Dr. Alisha Moreland-Capuia (Dr. AMC) graduated from Stanford University with a B.S. in biological sciences and minor in urban studies. She earned a Doctor of Medicine (M.D.) from the George Washington University School of Medicine and Health Sciences. She completed four years of residency training in psychiatry and a fellowship in addiction medicine, both at Oregon Health & Science University (OHSU). She is the founder and director of McLean Hospital’s Institute for Trauma-Informed Systems Change, Assistant Professor of Psychiatry at Harvard Medical School, and Affiliate Clinical Associate Professor of Psychiatry at OHSU School of Medicine. 

She is an expert in trauma-informed systems change and has trained over 250 unique systems spanning not-for-profit organizations, education, criminal justice, healthcare, and government(s) (state, federal and international) in trauma-informed practices, approaches and systems change.   

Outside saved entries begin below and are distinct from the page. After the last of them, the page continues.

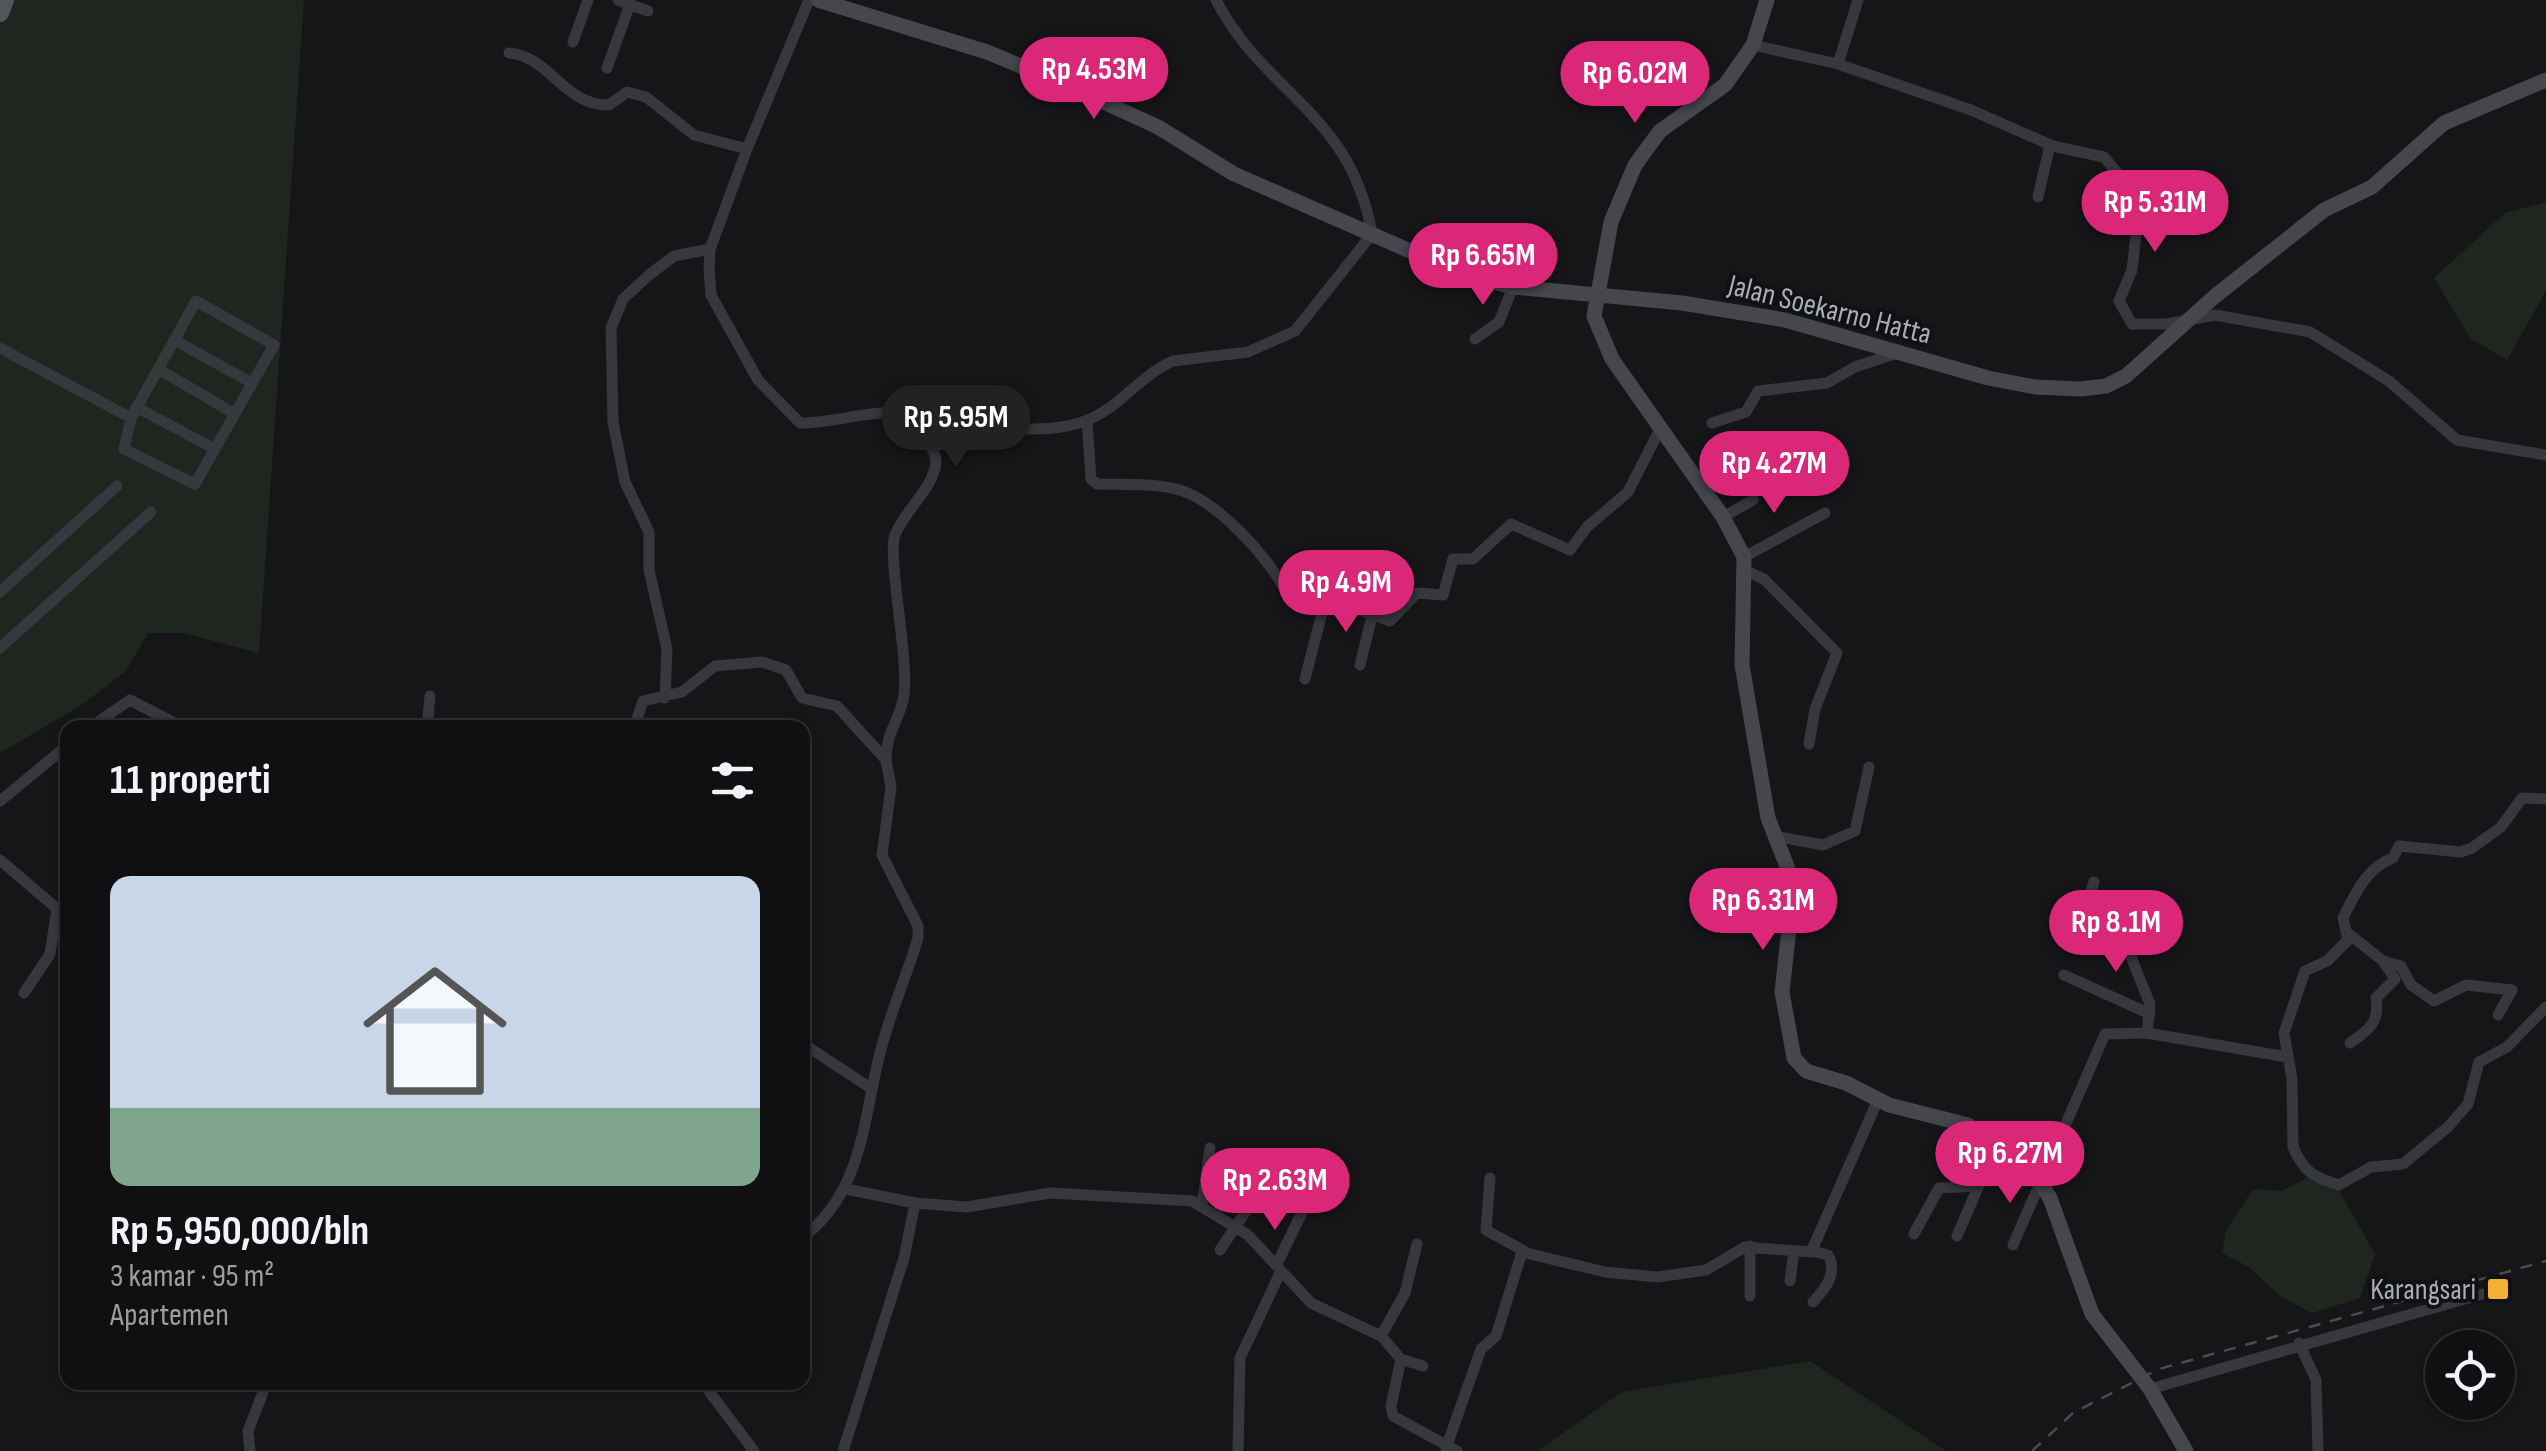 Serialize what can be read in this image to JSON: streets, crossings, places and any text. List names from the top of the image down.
{
  "streets": {
    "street": ["Jalan Soekarno Hatta"]
  },
  "places": {
    "transit": ["Karangsari"]
  },
  "page": {
    "price": [
      "Rp 4.53M",
      "Rp 6.02M",
      "Rp 5.31M",
      "Rp 6.65M",
      "Rp 5.95M",
      "Rp 4.27M",
      "Rp 4.9M",
      "Rp 6.31M",
      "Rp 8.1M",
      "Rp 6.27M",
      "Rp 2.63M"
    ],
    "heading": "11 properti",
    "list": [
      {
        "name": "Rp 5,950,000/bln",
        "note": "3 kamar · 95 m² · Apartemen"
      }
    ]
  }
}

She has served on the Portland Community Oversight Advisory Board, charged with monitoring the implementation of the City of Portland’s settlement agreement with the U.S. Department of Justice to enact reform to Portland Police Bureau (PPB) policies and training. Dr. AMC built Healing Hurt People-Portland (HHP), a trauma-informed, hospital-based, community-focused youth violence prevention program. Her trauma-informed efforts are global as she works in Angola, Africa at their family clinic Centro Medico Bom Samaritano and is the co-founder of The Capuia Foundation.  

Dr. AMC is the sole author of Training for Change: Transforming Systems to be Trauma-Informed, Culturally Responsive, and Neuroscientifically Focused (2019) and The Trauma of Racism: Exploring the People and Systems Fear Built (2021).